Editor's note: This is the latest in a series of stories about congregations responding to the Presbyterian Church (U.S.A.)'s call to "Grow Christ's Church Deep and Wide." The call to grow in evangelism, discipleship, servanthood and diversity was adopted by the 2008 General Assembly and renewed by the 2010 General Assembly. — Jerry L. Van Marter

Jesus taught that the church is to minister to the outsider, the stranger, the leper, but it can be easy to forget that.

But St. Paul's Presbyterian Church in San Angelo, Texas, does more than just remember this lesson — it has a long tradition of offering a church home to those who might not feel welcome anywhere else.

"Our history of diversity and inclusivity goes back to the 1950s," said co-pastor the Rev. Glenda Harbert. She added that the church helped a local woman of Navajo and black descent set up a preschool.

"That's pretty unusual for a white church in west Texas in the 1950s," said Harbert's co-pastor, the Rev. Timothy Davenport-Herbst. "Today we are one of less than a dozen multicultural congregations in the PC(USA) with over 500 members."

A group of kids sitting together, some in chairs and some on a carpet floor.

St. Paul’s celebrates and encourages diversity in all its ministries, including youth group and Sunday school.

In perhaps another nod to being different, St. Paul's has used a co-pastor model for more than 20 years. Both pastors say this system has worked well.

"We both participate in every area, mission, youth, everything," Harbert said.

Over the years since that initial outreach, St. Paul's has continued to reach out to the lost.

"They have a long tradition of helping refugee populations settle here," said the Rev. Jose Luis Casal, general missioner of Tres Rios Presbytery, of which St. Paul’s is a member.

In the early 1980s, the church helped Laotian refugees settle in the area. Many of those people are still involved in the church.

"This congregation is the best example of a multicultural, multigenerational church that demonstrates real inclusivity," Casal said. "It's not just cultures — it's people who are different in many ways, people with disabilities and of different colors and races. They have white members and Hispanic members, Asian, and African-American. They are open to everyone, gay and lesbian and all social levels. They have upper middle class members right down to the homeless."

St.
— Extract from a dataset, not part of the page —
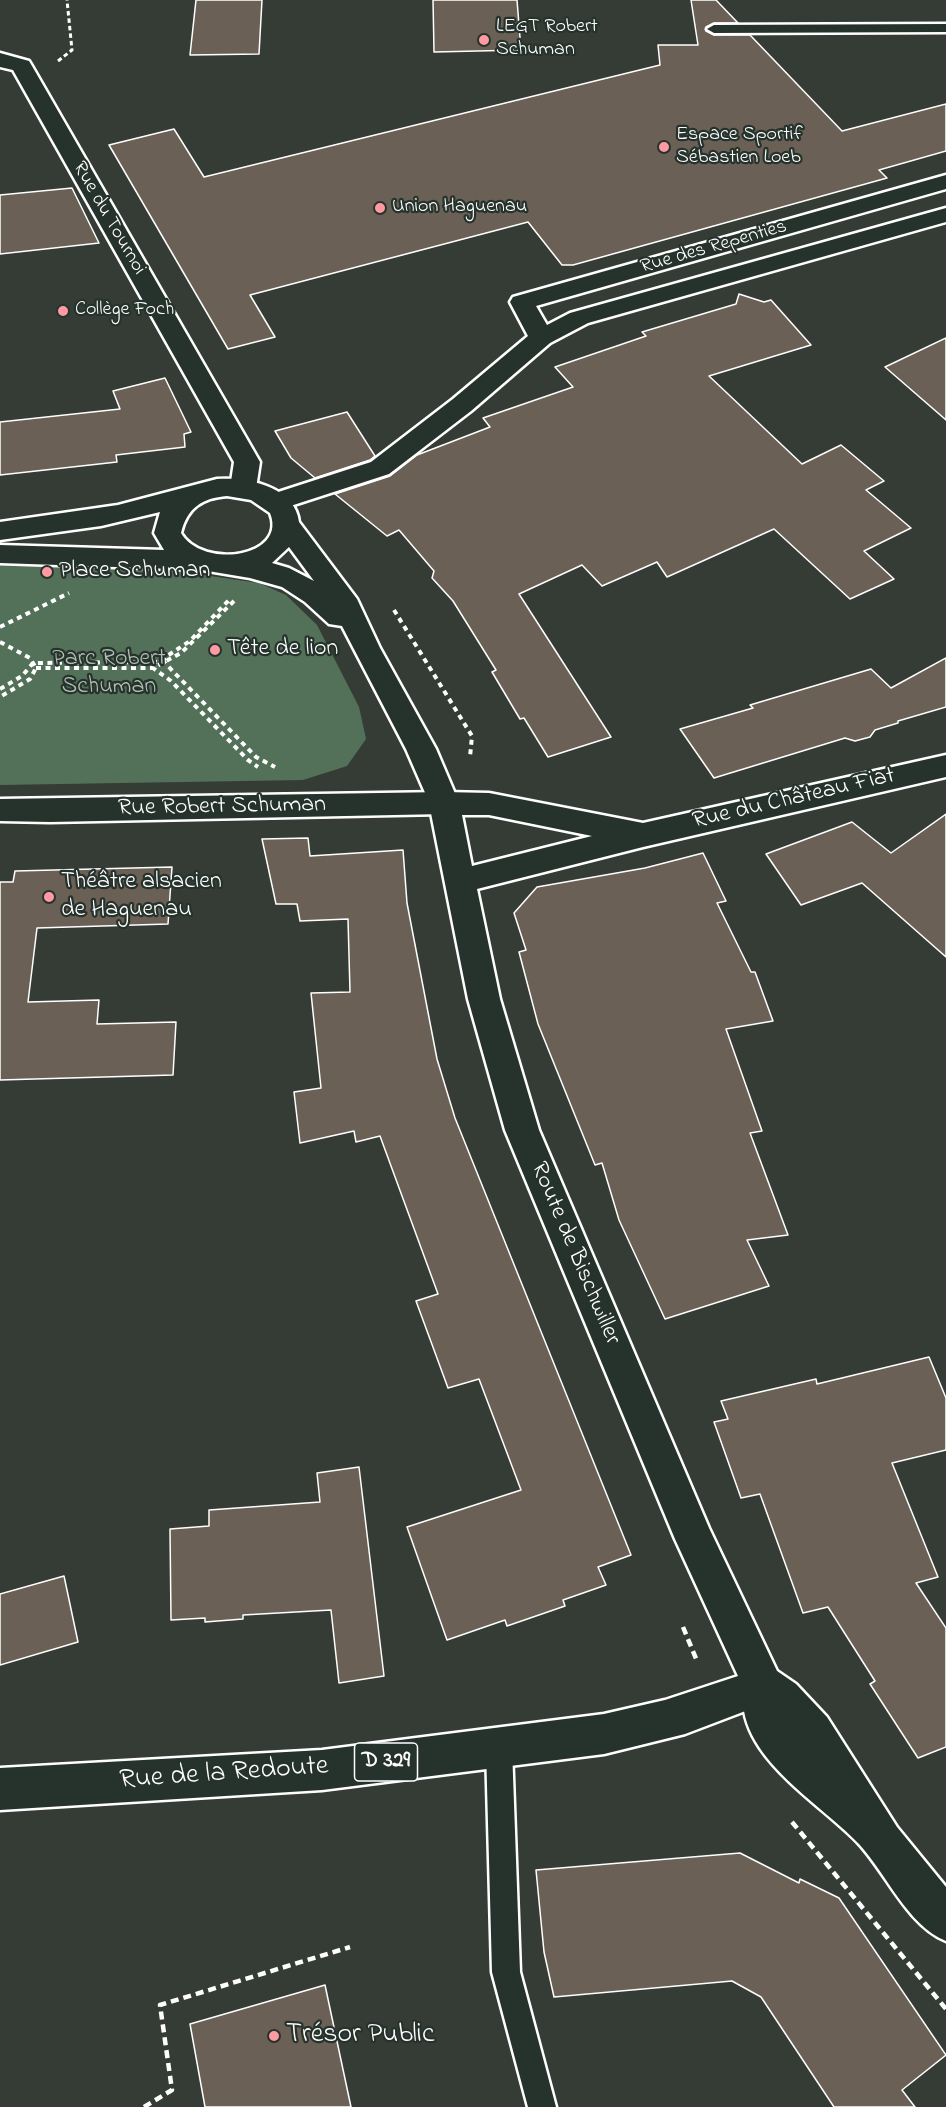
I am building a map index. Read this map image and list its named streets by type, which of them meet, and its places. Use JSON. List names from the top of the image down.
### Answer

Paul's youth also display this inclusivity.

Davenport-Herbst has two autistic children, and said that 15 percent of the youth group is also autistic.

It's important to note that members are not just welcome but are fully included.

A woman wearing a gold, glittery mask and a bright yellow feather.

All are welcome at St. Pauls, where people feel comfortable expressing themselves, as this member did on Fat Sunday.

"There's an expectation here. We expect everyone to be included and we expect people to welcome them, but we also expect them to participate and do what others can, Davenport-Herbst said. “For example, we have some children with speech impediments but they still speak in worship."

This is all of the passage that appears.